L’été est studieux pour Pierre-Stéphane Lebluy. Dans sa maison hennuyère, le professeur potasse le tout nouveau référentiel du cours de philosophie et citoyenneté (CPC). « J’essaye de conceptualiser les leçons de manière ludique, à partir d’un extrait de film, d’un article, d’une expérience à faire« , explique-t-il en exhibant l’épais document de 66 pages.

La rentrée des classes de septembre approche à grands pas. Elle aura une saveur particulière pour cet enseignant, prof de morale non confessionnelle et… fils de prof de morale. Pour la première fois, il ne donnera pas ce cours qu’il prodigue pourtant depuis une vingtaine d’années. Car Pierre-Stéphane Lebluy a choisi d’enseigner la philosophie et la citoyenneté aux élèves de l’Athénée Les Marlaires, à Gosselies. Il lui faut donc préparer la matière d’arrache-pied. Ce qu’il dit faire « sans trop de problèmes« . Car ce professeur fut l’un des heureux élus à avoir suivi une formation offerte par la Fédération Wallonie-Bruxelles au mois de juin. « Mais nous n’étions que 80« , regrette-t-il. « Ce qui est une goutte d’eau quand on pense au nombre de professeurs qui vont donner le cours de philo et citoyenneté. On peut dire qu’il y a un léger souci de formation. »

Si Pierre-Stéphane Lebluy a troqué le cours de morale contre celui de philosophie et de citoyenneté, c’est avant tout parce que ce dernier lui permettra de « toucher tous les élèves de l’école et plus seulement ceux qui choisissent un cours précis« . Une portée plus universelle, en somme.
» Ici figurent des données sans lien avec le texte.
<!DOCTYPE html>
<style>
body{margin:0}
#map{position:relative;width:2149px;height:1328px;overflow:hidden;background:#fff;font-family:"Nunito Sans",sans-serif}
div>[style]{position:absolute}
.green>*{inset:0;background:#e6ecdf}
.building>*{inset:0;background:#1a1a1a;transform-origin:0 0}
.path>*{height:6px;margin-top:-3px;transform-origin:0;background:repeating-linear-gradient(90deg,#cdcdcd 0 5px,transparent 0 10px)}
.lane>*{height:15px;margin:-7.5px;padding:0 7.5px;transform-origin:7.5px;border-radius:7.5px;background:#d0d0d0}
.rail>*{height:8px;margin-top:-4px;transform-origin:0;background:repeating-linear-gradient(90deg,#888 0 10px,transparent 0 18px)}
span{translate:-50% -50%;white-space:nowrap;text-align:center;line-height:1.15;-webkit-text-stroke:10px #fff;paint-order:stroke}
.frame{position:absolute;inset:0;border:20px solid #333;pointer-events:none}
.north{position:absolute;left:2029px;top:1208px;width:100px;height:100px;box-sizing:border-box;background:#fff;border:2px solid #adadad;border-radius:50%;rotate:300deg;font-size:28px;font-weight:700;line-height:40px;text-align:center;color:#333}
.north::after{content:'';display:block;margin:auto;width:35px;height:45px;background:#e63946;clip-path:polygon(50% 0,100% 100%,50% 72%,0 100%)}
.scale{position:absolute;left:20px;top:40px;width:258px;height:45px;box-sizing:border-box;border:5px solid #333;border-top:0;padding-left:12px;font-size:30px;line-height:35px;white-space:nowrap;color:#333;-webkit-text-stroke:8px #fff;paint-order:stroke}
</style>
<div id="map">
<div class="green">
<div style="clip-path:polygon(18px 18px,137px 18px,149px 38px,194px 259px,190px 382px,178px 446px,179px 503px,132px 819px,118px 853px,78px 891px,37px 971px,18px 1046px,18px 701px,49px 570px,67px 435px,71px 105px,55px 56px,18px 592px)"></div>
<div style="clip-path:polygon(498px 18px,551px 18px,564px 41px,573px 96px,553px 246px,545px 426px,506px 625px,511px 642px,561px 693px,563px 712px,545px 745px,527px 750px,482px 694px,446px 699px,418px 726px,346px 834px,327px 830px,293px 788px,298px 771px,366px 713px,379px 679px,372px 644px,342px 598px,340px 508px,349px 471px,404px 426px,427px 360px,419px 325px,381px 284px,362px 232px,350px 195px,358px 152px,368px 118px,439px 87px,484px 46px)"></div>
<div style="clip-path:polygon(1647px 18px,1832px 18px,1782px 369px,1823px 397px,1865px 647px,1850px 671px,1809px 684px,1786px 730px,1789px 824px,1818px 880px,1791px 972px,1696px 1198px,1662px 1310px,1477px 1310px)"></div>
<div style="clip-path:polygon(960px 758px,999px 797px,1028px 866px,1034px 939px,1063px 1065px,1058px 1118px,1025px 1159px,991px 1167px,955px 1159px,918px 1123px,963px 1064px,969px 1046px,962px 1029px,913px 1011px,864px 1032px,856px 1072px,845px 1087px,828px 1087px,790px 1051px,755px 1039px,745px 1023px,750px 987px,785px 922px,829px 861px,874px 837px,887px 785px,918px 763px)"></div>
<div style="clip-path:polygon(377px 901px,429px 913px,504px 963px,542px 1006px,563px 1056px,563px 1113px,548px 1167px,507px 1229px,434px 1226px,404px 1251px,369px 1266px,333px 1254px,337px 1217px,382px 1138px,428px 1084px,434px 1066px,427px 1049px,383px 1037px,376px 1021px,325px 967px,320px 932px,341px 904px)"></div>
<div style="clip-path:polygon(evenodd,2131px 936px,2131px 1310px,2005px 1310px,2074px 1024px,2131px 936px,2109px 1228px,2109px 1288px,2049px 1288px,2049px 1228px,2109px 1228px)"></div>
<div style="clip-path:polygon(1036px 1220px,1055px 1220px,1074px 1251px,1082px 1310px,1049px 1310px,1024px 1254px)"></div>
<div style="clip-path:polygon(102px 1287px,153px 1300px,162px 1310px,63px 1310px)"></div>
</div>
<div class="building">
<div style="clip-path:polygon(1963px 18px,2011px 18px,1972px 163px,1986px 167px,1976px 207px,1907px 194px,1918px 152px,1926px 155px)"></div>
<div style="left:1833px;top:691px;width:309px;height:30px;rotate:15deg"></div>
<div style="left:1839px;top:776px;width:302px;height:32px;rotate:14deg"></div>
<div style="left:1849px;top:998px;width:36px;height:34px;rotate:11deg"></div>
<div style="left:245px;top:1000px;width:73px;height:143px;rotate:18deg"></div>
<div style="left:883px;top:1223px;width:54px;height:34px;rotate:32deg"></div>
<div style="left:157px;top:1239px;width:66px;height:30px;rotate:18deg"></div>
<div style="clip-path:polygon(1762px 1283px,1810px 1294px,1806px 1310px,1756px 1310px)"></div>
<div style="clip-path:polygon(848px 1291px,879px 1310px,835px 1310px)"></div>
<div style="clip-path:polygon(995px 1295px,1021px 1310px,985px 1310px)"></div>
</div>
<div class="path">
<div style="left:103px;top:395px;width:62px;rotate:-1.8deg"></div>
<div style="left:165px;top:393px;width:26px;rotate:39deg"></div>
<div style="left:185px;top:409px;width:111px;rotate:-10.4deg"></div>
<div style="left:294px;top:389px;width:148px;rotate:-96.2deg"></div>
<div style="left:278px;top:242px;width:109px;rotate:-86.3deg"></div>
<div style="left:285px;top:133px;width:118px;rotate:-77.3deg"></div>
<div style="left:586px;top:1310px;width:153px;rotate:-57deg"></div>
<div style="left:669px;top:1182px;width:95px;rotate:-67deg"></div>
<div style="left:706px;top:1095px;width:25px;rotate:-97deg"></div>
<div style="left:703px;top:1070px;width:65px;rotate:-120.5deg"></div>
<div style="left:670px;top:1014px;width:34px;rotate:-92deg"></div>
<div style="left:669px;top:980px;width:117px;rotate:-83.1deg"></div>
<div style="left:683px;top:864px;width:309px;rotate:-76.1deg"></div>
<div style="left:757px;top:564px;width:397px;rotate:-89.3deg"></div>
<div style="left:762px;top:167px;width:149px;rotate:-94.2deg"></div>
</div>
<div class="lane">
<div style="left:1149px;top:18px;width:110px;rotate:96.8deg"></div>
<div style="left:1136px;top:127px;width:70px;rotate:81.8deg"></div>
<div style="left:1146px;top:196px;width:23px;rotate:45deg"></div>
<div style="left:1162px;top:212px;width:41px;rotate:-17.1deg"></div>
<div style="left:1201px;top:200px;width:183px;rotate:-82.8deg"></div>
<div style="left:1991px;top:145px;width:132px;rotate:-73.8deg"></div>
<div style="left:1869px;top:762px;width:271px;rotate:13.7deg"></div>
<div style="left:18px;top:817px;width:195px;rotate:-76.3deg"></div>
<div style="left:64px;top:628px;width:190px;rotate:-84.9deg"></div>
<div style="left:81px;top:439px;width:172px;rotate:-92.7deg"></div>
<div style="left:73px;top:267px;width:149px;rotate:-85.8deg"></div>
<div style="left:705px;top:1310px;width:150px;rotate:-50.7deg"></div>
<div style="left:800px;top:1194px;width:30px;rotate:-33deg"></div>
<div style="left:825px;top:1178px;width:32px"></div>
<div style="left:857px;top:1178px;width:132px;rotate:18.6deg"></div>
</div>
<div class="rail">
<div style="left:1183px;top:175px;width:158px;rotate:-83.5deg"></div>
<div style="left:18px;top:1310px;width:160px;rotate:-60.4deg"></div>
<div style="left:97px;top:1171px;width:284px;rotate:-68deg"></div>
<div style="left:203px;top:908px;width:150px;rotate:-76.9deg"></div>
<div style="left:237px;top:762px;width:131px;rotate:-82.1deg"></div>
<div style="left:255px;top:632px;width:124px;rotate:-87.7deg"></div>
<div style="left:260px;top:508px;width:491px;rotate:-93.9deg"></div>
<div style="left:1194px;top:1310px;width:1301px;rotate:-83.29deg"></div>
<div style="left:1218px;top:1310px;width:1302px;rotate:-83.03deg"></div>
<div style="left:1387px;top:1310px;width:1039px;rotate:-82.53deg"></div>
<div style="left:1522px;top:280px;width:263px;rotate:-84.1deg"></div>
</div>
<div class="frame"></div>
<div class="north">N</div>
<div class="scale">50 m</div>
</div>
Toucher largement les élèves de l’Athénée est, selon notre professeur, une formidable opportunité de « donner les outils aux élèves pour qu’ils exercent leur sens critique, qu’ils tentent de jeter sur le monde un regard moins formaté‘. Et il y a urgence, pense-t-il: « Je constate régulièrement parmi les élèves, mais aussi parmi les professeurs, des dérives sectaires et religieuses, qui se sont amplifiées ces dernières années. » Notre professeur mise sur ce nouveau cours pour « poser des questions« , en opposition aux cours de religion qui prétendraient « apporter des réponses« .

Les élèves dans la caverne

Pour Pierre-Stéphane Lebluy, les différences entre le cours de morale et le CPC ne sont pas énormes et ne concernent nullement les enjeux de fond. Elles se résumeraient surtout aux manières de construire une leçon. Il détaille: « Je pouvais préparer mes cours de morale en picorant dans le programme sans avoir vu de manière exhaustive tous les points. Là, tous les modules devront être vus, car les compétences seront évaluées lors d’un examen. » L’un des axes sur lesquels il travaille en ce mois d’août concerne les médias et l’information. Avec en support, ce bon vieux mythe de la caverne de Platon. « Cette allégorie se prête à merveille à l’étude des ’’fake news’’ et de la construction de l’information« , dit-il. La caverne, les élèves du professeur Lebluy, vont s’y retrouver lors d’une petite expérience. Certains d’entre eux seront alignés face à un mur blanc. D’autres, munis d’une lampe, projetteront des ombres sur le mur. Un dernier groupe observera la scène, avec un certain recul. Chaque groupe donnera son avis, son ressenti sur l’expérience. « Le but est de comprendre la manipulation et de transférer cette notion de l’expérience vécue à la compréhension du monde d’aujourd’hui, en passant par la théorie. »

Sortir du pré carré

Le cours est donc sur les rails. L’enthousiasme de Pierre-Stéphane Lebluy est toutefois tempéré par certains choix politiques. « C’est pathétique de ne proposer qu’une heure de cours obligatoire par semaine, déclare-t-il. Cela ne sera pas suffisant pour assimiler réellement des compétences. » Il lit cette décision comme une forme de lâcheté face aux « Églises qui ont voulu garder leur pré carré« .
Dans le même ordre d’idées, notre professeur de CPC dénonce la différence de statut entre les professeurs de morale et les professeurs de religion qui, eux aussi, pourront enseigner la philosophie et la citoyenneté, pendant une période transitoire de trois ans. « Les professeurs de morale dépendent de la Fédération Wallonie-Bruxelles, alors que les profs de religion sont inspectés par le culte. Si certains évitent la partie du programme sur la bioéthique, par exemple, comment les en empêcher? » En attendant, Pierre-Stéphane Lebluy prépare ses bagages et s’apprête à prendre des vacances dans le sud de la France, avant de plonger dans le grand bain… du CPC. À la fois empli d’espoirs et d’inquiétudes.